'Don't over-regulate media': Times Media Group

By Drum Digital
26 April 2013

The media industry in South Africa is pushing for self-regulation, but believes over-regulation should be avoided, Times Media Group (TMG) said on Friday.

Issues such as leadership were regulated in the media industry, TMG deputy managing director Andrew Gill told the Print and Digital Media Transformation Task Team on Friday.

The task team was set up in August to help the industry develop a common transformation strategy.

It is examining issues such as ownership, management, employment equity, skills development, and the low level of black ownership in many large media groups.

Gill said regulating transformation of the media was a concern.

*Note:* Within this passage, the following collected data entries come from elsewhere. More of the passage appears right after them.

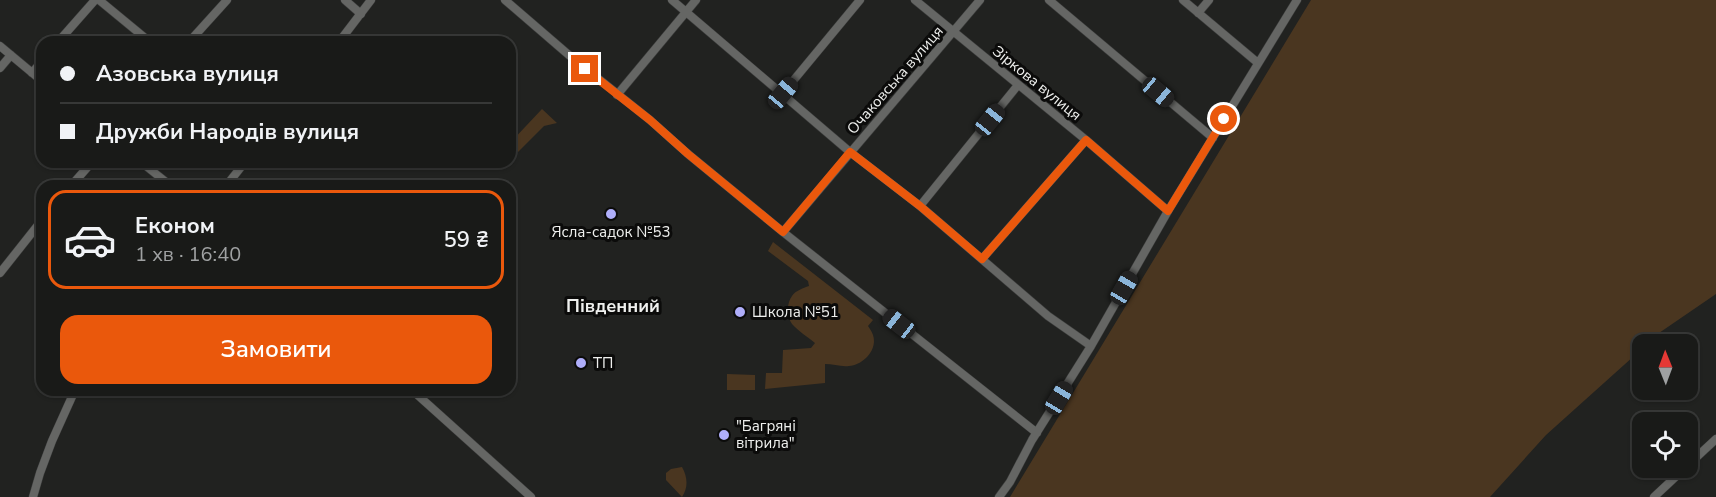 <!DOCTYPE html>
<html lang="uk">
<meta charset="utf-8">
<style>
:root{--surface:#191a18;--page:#222321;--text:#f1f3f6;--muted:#9fa1a2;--line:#373837;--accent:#ea580c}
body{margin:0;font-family:"Nunito Sans",sans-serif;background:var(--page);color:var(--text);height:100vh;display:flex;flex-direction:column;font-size:22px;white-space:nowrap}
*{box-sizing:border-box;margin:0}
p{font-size:20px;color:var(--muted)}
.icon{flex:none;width:33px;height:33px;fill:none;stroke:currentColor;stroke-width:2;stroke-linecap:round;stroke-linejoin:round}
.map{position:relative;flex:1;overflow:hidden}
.panel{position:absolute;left:36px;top:180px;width:480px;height:216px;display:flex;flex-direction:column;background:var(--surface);border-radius:18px;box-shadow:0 2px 4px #0004,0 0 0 2px var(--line)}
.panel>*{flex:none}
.guide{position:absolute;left:36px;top:36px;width:480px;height:132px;border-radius:18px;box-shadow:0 2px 4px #0004,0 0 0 2px var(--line);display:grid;align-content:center;height:132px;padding:0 24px;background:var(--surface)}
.needle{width:39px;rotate:359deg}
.controls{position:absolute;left:1632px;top:334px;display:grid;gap:12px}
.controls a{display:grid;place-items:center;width:66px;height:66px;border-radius:12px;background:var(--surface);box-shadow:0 2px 4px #0004,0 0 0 2px var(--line);font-size:30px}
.end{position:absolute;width:27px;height:27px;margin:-14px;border:8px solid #ea580c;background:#fff;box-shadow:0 0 0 3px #fff}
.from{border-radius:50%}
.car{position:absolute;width:18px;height:36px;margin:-18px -9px;border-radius:8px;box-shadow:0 0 4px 2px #0007;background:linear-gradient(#222 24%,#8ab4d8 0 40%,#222 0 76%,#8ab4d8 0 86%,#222 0)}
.guide b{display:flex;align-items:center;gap:21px;height:57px;font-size:22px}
.guide b+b{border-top:2px solid var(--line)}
.guide i{width:15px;height:15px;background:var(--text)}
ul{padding:10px 0 0;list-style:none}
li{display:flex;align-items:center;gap:18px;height:99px;margin:0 12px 9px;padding:0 12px;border:3px solid transparent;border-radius:18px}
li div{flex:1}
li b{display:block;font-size:22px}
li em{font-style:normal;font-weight:600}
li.active{border-color:var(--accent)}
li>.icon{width:54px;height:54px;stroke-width:1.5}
.cta{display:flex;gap:12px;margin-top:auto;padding:12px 24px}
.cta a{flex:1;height:69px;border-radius:18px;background:var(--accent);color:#fff;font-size:24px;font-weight:600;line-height:69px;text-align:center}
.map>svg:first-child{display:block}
.green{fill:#4a3620}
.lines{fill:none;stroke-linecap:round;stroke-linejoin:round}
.minor-casing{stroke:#3c3d3c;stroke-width:9}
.minor{stroke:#656664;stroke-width:8}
.route{stroke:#ea580c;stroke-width:8}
.poi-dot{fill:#afaefa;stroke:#0b0b0a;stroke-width:2}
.labels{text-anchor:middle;stroke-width:6;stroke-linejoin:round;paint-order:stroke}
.street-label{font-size:15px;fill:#eff0ee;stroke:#0b0b0a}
.poi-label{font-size:15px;fill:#eff0ee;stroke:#0b0b0a;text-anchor:start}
.quarter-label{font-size:18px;font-weight:bold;fill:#eff0ee;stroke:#0b0b0a}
</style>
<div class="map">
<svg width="1716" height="497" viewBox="0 0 1716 497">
<rect width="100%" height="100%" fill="#212220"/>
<!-- green -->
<path class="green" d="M 1311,0 L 1716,0 L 1716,294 L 1659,333 L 1646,345 L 1642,345 L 1642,348 L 1634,356 L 1546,435 L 1490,497 L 1010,497 Z
M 542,109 L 557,123 L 544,126 L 518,152 L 510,143 Z
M 773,242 L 873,320 L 868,326 C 870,329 872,332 873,335 C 878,350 863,365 849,366 C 841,367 833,364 825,364 L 825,383 L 765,389 L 766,373 L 782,373 L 783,350 L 811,348 L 815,343 C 808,337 798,331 792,324 C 787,317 786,304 792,296 C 795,291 803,288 809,286 L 808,281 L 768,251 Z
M 727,374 L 755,375 L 755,390 L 727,390 Z
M 682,467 C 688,478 688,488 682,497 L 666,480 L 666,473 L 671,469 Z"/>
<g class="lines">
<!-- minor casing -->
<g class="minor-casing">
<path id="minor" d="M 99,0 L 150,42
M 345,0 L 361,14
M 505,0 L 570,56 L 650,120 L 688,154 L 783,232 L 1037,433
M 672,0 L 850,152 L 920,206 L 1048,316 L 1091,346
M 915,0 L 1086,140 L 1168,211
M 1049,0 L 1213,138
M 1183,0 L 1258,63
M 1198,13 L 1209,0
M 58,42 L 95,0
M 189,42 L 227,0
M 339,42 L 371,0
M 0,46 L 42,81
M 0,68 L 11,55
M 32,73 L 42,61
M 783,93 L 860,0
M 617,95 L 696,0
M 141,162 L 171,186
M 71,186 L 92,162
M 226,186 L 245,162
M 920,206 L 1018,85
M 783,232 L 980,0
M 982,259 L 1086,140
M 0,273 L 42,220
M 412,390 L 531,497
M 1688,465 L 1716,439
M 33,497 L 40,473 L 52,441 L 75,390
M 999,497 L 1010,482 L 1032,440 L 1091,346 L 1168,211 L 1297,0
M 1654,497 L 1685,468"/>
</g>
<!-- minor -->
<use href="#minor" class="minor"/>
</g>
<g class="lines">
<!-- route -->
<path class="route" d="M 585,69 L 650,120 L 688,154 L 783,232 L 850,152 L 920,206 L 982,259 L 1086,140 L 1168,211 L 1224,119"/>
</g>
<!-- markers -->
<g class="poi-dot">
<circle cx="611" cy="214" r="6"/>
<circle cx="740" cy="312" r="6"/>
<circle cx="581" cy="363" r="6"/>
<circle cx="724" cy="435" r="6"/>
</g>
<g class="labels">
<!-- street labels -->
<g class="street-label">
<text transform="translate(895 80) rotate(-49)" y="5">Очаковська вулиця</text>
<text transform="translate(1037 83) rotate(39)" y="5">Зіркова вулиця</text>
</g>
<!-- poi labels -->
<g class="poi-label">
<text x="611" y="237" text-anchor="middle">Ясла-садок №53</text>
<text x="752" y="317">Школа №51</text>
<text x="593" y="368">ТП</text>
<text x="736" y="431">"Багряні<tspan x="736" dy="17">вітрила"</tspan></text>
</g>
<!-- quarter labels -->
<g class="quarter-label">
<text x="613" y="312">Південний</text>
</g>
</g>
</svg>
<div class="controls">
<a><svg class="needle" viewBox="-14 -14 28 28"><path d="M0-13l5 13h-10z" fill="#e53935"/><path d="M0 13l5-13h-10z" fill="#9fa1a2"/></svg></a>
<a><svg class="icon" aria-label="locate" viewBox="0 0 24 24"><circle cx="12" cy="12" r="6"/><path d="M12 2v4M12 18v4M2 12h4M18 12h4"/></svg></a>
</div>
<i class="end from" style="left:1224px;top:119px"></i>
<i class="end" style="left:585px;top:69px"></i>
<i class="car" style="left:1158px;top:92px;rotate:130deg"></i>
<i class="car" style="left:783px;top:93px;rotate:40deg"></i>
<i class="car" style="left:990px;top:120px;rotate:39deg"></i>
<i class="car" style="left:1124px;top:288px;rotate:30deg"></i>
<i class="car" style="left:899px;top:324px;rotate:308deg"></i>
<i class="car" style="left:1059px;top:398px;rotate:31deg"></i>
<div class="guide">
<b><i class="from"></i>Азовська вулиця</b>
<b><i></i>Дружби Народів вулиця</b>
</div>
<section class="panel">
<ul>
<li class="active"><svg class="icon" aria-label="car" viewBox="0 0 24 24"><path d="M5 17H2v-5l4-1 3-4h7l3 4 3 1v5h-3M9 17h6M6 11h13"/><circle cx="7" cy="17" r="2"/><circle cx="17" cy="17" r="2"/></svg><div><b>Економ</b><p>1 хв · 16:40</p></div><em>59 ₴</em></li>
</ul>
<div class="cta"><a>Замовити</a></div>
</section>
</div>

"To be honest, there are codes out there and things that we work very hard [on].... So it would be to avoid the over-regulation of an industry that, frankly, is seriously mature and struggling in a lot areas," he said.

"I think the sustainability of newspapers in South Africa is the one core thing we've all got to take cognisance of, and realise that there are products that may well be failing, rather than new entrants coming into this market."

He said incumbents would be closing, or leaving the industry, due to significant changes in the media market.

TMG had about 10 million readers, but this had dropped.

"Digital [media] is a major struggle for media houses," said Gill.

"It's a pretty depressed economy at the moment."

The task team was hearing submissions from key players in the South African newspaper industry, including Media 24, Independent Newspapers, Caxton Media, TMG, the Mail&Guardian and business media company BDFM.

The task team was established after Parliament's communications portfolio committee criticised the print media sector, and called for a transformation charter.

Print Media SA, now called Print and Digital Media SA, rejected this idea and said the media industry would deal with the matter in its own way.